Court Opinion

ID: 9757380
Source: CourtListenerOpinion
Date Created: 2023-08-28 22:38:12.409291+00
Date Added: 2024-06-11T07:28:38.825485
License: Public Domain

PRYOR, Chief Judge,
concurring:
I adopt the holdings of Judge Mack’s opinion, but write briefly to make clear what I perceive to be the effect of our decision.
Initially, we are met with the threshold question of whether we can reconcile the District of Columbia Human Rights Act, D.C. Code § 1-2520 (1981), with competing constitutional protections without declaring the Act invalid. Although we inevitably must invoke constitutional principles in order to decide critical questions, I agree that we legitimately accomplish our task here by a construction of the Act, which does not require us to rule it, or any part of it, invalid.
Balancing the governmental interest in deterring unlawful institutional discriminatory practices, against the University’s own rights under the free exercise clause of the first amendment, I conclude, in the present circumstances, that nothing in the Act requires the University, over its constitutional objections, to publicly associate itself or affirmatively support the goals or activities of the gay student organizations. There is no compelling reason to require the University to do so. Nor is it unlawfully discriminatory for the University to fail to do so. *40The consequence of this holding necessarily means that Georgetown’s refusal to allow the student groups to use its name is not unlawful discrimination. For the same reasons, the student groups cannot demand the grant of University funds for the advocacy of its causes. In the circumstances, compelled financial support amounts to compelled affirmative support. Again, the failure to so act does not constitute unlawful discrimination and does not violate the Act.
There remains, of course, the question of what tangible facilities the University may grant or deny.
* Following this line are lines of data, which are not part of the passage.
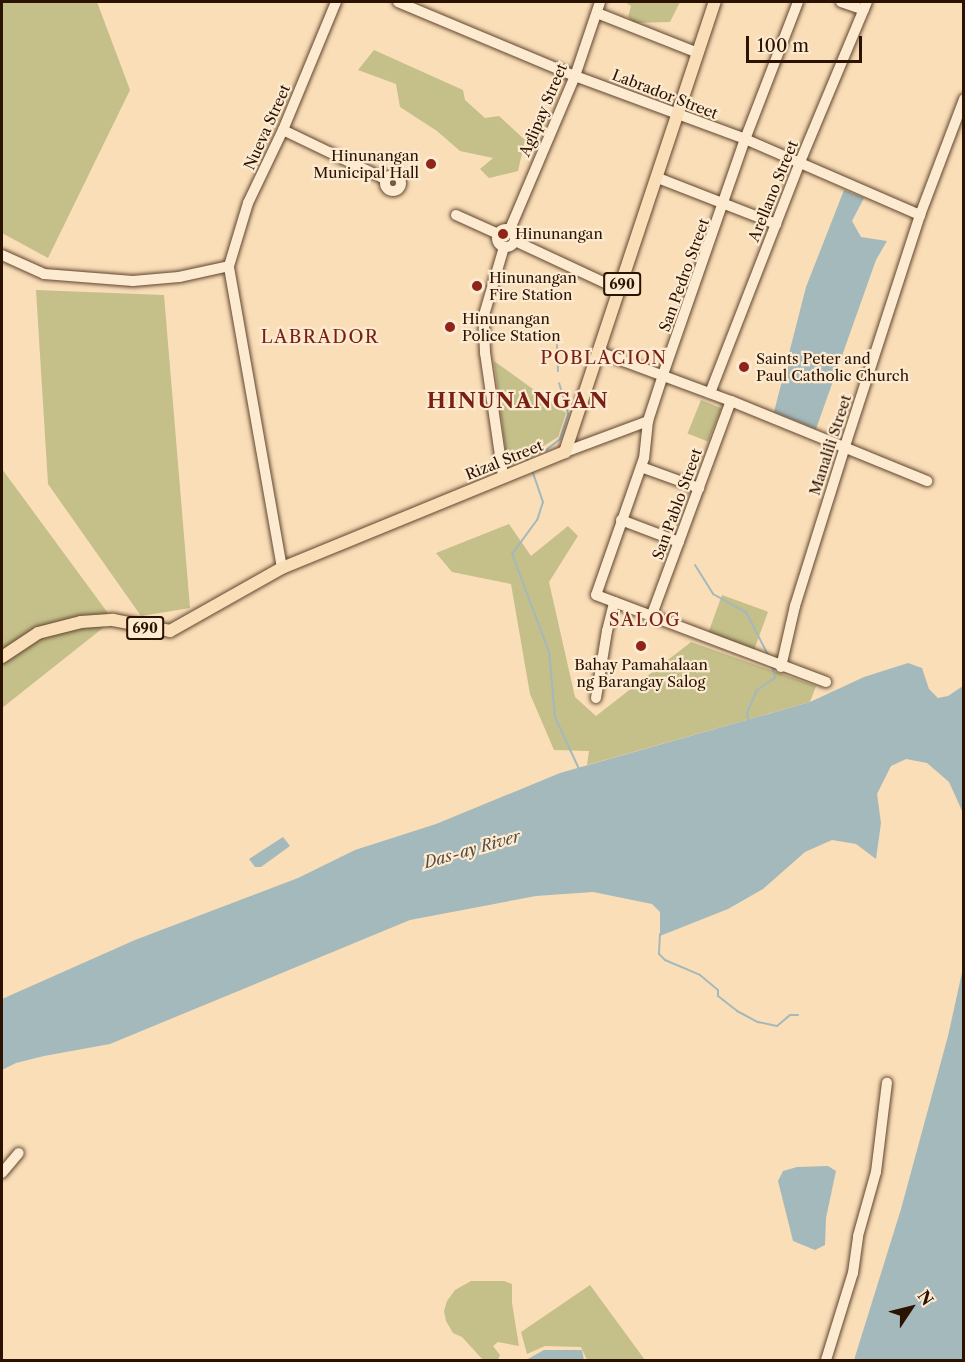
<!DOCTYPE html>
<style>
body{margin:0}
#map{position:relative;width:965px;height:1362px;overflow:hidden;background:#fadeb8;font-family:"Libre Caslon Text",serif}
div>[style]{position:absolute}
.green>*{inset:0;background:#c5bf8a;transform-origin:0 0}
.water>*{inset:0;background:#a4b9bb}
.stream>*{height:2px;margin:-1px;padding:0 1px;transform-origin:1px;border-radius:1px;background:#a4b9bb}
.roads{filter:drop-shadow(0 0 2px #60452e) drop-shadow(0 0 2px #60452e)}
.minor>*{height:10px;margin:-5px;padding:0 5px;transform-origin:5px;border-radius:5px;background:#fcead1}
.minor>.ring{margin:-5px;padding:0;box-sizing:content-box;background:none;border:10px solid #fcead1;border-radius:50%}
.major>*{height:12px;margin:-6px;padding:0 6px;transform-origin:6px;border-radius:6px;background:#fadeb8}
.dots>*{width:16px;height:16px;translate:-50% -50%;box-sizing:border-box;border:3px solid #fcead1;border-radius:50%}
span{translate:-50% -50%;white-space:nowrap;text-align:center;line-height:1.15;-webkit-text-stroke:4.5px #fcead1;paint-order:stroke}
.shield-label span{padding:2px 4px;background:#fcead1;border:2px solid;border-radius:4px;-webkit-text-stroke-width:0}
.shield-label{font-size:14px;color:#2c1200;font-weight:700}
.street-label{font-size:15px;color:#2c1200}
.poi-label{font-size:15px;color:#2c1200}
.right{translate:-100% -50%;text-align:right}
.left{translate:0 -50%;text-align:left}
.water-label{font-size:16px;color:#564c41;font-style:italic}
.quarter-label{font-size:18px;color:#7a1f14;letter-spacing:1.5px}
.district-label{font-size:21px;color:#7a1f14;font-weight:700;letter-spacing:1.5px}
.frame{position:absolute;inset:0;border:3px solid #2c1200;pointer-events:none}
.north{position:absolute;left:881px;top:1278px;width:60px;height:60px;-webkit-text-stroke:4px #fcead1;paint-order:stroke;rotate:55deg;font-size:16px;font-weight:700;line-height:24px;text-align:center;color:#2c1200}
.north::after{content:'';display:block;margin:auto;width:21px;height:27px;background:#2c1200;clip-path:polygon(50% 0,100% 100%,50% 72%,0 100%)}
.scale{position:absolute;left:746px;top:36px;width:116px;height:27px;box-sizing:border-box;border:3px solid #2c1200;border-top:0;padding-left:8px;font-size:18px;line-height:21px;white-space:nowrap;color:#2c1200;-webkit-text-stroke:4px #fcead1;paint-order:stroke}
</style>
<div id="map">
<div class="green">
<div style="clip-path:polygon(2px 2px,97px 2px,130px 90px,48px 258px,2px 233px)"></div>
<div style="clip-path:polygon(625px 2px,680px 2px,670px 22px,634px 23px,628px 17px,631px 6px)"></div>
<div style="clip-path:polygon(374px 50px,463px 90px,465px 100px,485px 118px,499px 116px,525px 140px,518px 171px,489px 178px,480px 169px,493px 158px,460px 151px,437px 131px,400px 107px,396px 84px,358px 70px)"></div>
<div style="clip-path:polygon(36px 290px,164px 295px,190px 608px,141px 616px,48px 484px)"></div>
<div style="clip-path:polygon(494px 361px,566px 413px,558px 437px,534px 452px,507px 462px)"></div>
<div style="left:701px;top:400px;width:22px;height:36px;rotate:22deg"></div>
<div style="clip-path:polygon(2px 469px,113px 620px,2px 708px)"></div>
<div style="clip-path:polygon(509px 524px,531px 556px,568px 526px,578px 536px,549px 582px,575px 697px,596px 716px,691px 642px,816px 686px,810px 702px,587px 765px,589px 751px,554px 750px,530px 694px,511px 584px,452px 572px,436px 553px)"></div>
<div style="left:722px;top:595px;width:49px;height:41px;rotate:20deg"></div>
<div style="clip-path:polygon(471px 1281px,504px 1281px,512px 1284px,512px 1303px,519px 1346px,498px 1342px,493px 1346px,500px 1355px,498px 1360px,483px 1360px,462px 1337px,453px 1333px,446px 1321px,444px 1311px,447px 1301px,455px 1290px)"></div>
<div style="clip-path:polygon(590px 1285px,645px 1360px,587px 1360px,581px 1347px,545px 1346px,527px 1354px,521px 1332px)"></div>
</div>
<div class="water">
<div style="clip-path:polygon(844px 190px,864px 198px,852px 221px,861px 237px,887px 241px,876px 260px,816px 429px,774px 412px,806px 287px)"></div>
<div style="clip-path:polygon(908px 663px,922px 668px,929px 689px,938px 698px,948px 696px,963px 686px,963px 813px,949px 782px,927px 763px,906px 759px,891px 766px,877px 794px,881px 823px,876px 859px,856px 844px,832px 840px,805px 852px,763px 889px,728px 909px,660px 936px,660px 912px,652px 904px,593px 892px,536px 896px,410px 920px,110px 1044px,44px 1056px,16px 1063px,2px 1070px,2px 999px,135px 940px,298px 878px,355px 850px,436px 824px,560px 773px,810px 702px,864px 677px)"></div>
<div style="clip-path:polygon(283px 837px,290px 846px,261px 867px,255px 867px,249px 859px)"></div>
<div style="clip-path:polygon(963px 968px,963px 1360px,854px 1360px,901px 1209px,948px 1036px)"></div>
<div style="clip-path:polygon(828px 1166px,836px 1171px,826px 1218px,825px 1245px,815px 1250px,793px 1241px,778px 1181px,783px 1171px,797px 1167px)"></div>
<div style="clip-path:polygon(544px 1350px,582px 1350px,584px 1360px,526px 1360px)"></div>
</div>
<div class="stream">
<div style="left:557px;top:345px;width:26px;rotate:88deg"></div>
<div style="left:528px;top:460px;width:3px;rotate:-108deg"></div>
<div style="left:527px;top:457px;width:20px;rotate:-20deg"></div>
<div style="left:546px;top:450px;width:18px;rotate:-38deg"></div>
<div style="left:560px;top:439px;width:26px;rotate:-72deg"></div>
<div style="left:568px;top:414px;width:32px;rotate:-106deg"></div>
<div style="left:533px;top:473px;width:31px;rotate:71deg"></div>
<div style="left:543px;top:502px;width:19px;rotate:108deg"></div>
<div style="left:537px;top:520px;width:42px;rotate:126.3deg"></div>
<div style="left:512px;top:554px;width:105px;rotate:69.3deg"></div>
<div style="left:549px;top:652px;width:65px;rotate:84.7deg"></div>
<div style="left:555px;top:717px;width:57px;rotate:65.2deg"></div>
<div style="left:695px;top:565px;width:34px;rotate:58deg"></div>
<div style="left:713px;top:594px;width:38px;rotate:29deg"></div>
<div style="left:746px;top:612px;width:51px;rotate:62.9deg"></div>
<div style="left:748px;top:720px;width:7px;rotate:-98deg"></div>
<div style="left:747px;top:713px;width:25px;rotate:-67deg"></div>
<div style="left:757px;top:690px;width:22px;rotate:-34deg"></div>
<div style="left:775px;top:678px;width:13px;rotate:-103deg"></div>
<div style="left:660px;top:934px;width:20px;rotate:93deg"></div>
<div style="left:659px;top:954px;width:8px;rotate:45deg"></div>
<div style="left:665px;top:960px;width:38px;rotate:23deg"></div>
<div style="left:700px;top:975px;width:23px;rotate:40deg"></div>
<div style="left:718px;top:990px;width:6px;rotate:90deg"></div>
<div style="left:718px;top:996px;width:24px;rotate:38deg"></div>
<div style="left:737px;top:1011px;width:24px;rotate:28deg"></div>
<div style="left:758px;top:1022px;width:19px;rotate:12deg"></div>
<div style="left:777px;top:1026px;width:17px;rotate:-40deg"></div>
<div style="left:790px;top:1015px;width:8px"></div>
</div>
<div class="roads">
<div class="minor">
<div style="left:398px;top:2px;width:192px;rotate:22.7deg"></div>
<div style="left:575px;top:76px;width:181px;rotate:20.3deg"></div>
<div style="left:745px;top:139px;width:191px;rotate:23.5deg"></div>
<div style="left:798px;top:2px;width:147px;rotate:111.1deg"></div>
<div style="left:745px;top:139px;width:250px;rotate:109.2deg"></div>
<div style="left:663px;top:375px;width:48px;rotate:108.1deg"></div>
<div style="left:648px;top:421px;width:37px;rotate:96deg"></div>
<div style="left:644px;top:458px;width:145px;rotate:109.3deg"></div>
<div style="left:596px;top:595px;width:246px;rotate:20.7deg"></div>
<div style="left:841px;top:2px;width:24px;rotate:19deg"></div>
<div style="left:597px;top:13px;width:109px;rotate:21.6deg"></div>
<div style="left:283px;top:130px;width:113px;rotate:25.7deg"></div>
<div class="ring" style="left:385px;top:175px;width:6px;height:6px"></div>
<div style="left:658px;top:178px;width:127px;rotate:21.3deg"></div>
<div style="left:456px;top:215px;width:46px;rotate:24.3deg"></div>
<div class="ring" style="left:497px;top:229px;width:8px;height:8px"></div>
<div style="left:510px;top:229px;width:166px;rotate:-67deg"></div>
<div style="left:575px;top:76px;width:78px;rotate:-71.3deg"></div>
<div style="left:515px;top:241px;width:116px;rotate:25deg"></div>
<div style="left:2px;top:255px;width:46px;rotate:24.3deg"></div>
<div style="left:44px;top:274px;width:89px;rotate:4.5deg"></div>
<div style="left:133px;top:281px;width:46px;rotate:-5deg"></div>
<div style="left:179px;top:277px;width:51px;rotate:-12.4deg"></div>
<div style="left:599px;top:352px;width:141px;rotate:20.4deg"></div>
<div style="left:731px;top:401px;width:212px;rotate:22.2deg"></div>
<div style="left:710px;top:393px;width:248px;rotate:-68.7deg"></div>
<div style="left:800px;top:162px;width:173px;rotate:-67.3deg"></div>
<div style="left:565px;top:452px;width:89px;rotate:-20.5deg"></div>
<div style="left:641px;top:467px;width:62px;rotate:19.9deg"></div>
<div style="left:503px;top:476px;width:124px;rotate:-98.3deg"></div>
<div style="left:485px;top:353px;width:38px;rotate:-92deg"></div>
<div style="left:484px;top:315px;width:71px;rotate:-73.6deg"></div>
<div style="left:621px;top:520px;width:62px;rotate:20.8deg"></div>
<div style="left:282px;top:568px;width:307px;rotate:-100deg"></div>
<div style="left:229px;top:266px;width:66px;rotate:-73.2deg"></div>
<div style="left:248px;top:203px;width:81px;rotate:-64.4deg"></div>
<div style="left:283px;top:130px;width:139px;rotate:-67.5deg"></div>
<div style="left:651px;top:617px;width:230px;rotate:-69.7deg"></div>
<div style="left:781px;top:667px;width:63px;rotate:-77.1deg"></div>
<div style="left:795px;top:606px;width:168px;rotate:-72.6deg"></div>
<div style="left:845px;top:446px;width:243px;rotate:-72deg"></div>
<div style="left:920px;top:215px;width:124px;rotate:-69.2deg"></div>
<div style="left:596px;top:698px;width:68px;rotate:-80.7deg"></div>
<div style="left:607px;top:631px;width:30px;rotate:-76deg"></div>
<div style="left:2px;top:1173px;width:26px;rotate:-50deg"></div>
<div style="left:826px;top:1360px;width:91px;rotate:-72.8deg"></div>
<div style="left:853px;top:1273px;width:37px;rotate:-82deg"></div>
<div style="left:858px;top:1236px;width:66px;rotate:-74.3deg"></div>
<div style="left:876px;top:1172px;width:90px;rotate:-83deg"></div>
</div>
<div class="major">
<div style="left:2px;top:657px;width:43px;rotate:-33.7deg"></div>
<div style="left:38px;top:633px;width:44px;rotate:-14.3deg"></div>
<div style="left:81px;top:622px;width:32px;rotate:-4deg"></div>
<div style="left:113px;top:620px;width:58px;rotate:10.9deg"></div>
<div style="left:170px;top:631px;width:129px;rotate:-29.4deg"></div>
<div style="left:282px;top:568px;width:306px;rotate:-22.3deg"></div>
<div style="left:565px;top:452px;width:474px;rotate:-71.6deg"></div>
</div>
</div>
<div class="dots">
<div style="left:431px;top:164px;background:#8f2418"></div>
<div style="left:503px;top:234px;background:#8f2418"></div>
<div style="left:477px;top:286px;background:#8f2418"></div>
<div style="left:450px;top:327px;background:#8f2418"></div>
<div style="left:744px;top:367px;background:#8f2418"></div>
<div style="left:641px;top:646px;background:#8f2418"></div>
</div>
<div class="shield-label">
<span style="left:622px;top:284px">690</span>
<span style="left:145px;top:628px">690</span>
</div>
<div class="street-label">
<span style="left:665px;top:94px;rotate:21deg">Labrador Street</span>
<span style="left:543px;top:110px;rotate:-67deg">Aglipay Street</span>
<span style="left:267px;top:127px;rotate:-66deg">Nueva Street</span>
<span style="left:773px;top:191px;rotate:-68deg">Arellano Street</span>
<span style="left:684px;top:275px;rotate:-70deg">San Pedro Street</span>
<span style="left:830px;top:445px;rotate:-72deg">Manalili Street</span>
<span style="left:504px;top:460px;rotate:-22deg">Rizal Street</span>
<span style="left:677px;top:504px;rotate:-70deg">San Pablo Street</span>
</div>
<div class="poi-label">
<span class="right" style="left:419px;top:164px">Hinunangan<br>Municipal Hall</span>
<span class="left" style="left:515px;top:234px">Hinunangan</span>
<span class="left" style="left:489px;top:286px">Hinunangan<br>Fire Station</span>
<span class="left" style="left:462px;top:327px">Hinunangan<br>Police Station</span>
<span class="left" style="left:756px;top:367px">Saints Peter and<br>Paul Catholic Church</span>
<span style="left:641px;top:673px">Bahay Pamahalaan<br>ng Barangay Salog</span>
</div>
<div class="water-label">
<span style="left:472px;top:849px;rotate:-16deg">Das-ay River</span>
</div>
<div class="quarter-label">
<span style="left:320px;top:337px">LABRADOR</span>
<span style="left:604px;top:358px">POBLACION</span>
<span style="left:645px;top:620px">SALOG</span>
</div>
<div class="district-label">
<span style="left:518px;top:401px">HINUNANGAN</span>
</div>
<div class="frame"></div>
<div class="north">N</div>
<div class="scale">100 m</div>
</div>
Conceptually there is a critical difference between the premise that Georgetown should not be compelled to publicly adopt or support the activities of the groups, as contrasted to allowing the use, as is so with other student groups, of basic facilities available to other members of the University community. Thus, the fair access to meeting halls and related basic needs would not, in my opinion, intrude unduly upon the University’s rights.
Lastly, I would observe that our Human Rights Act is broad and comprehensive. It covers a wide range of possible discriminatory practices. Necessarily our decisions will reflect the nature of the asserted discrimination, the presence or absence of historic conditions which surround the question, legislative intent, and case precedent. For me, the decision in this instance reflects those considerations and does not, in any way, signal a weakening of the purposes the Act was intended to serve.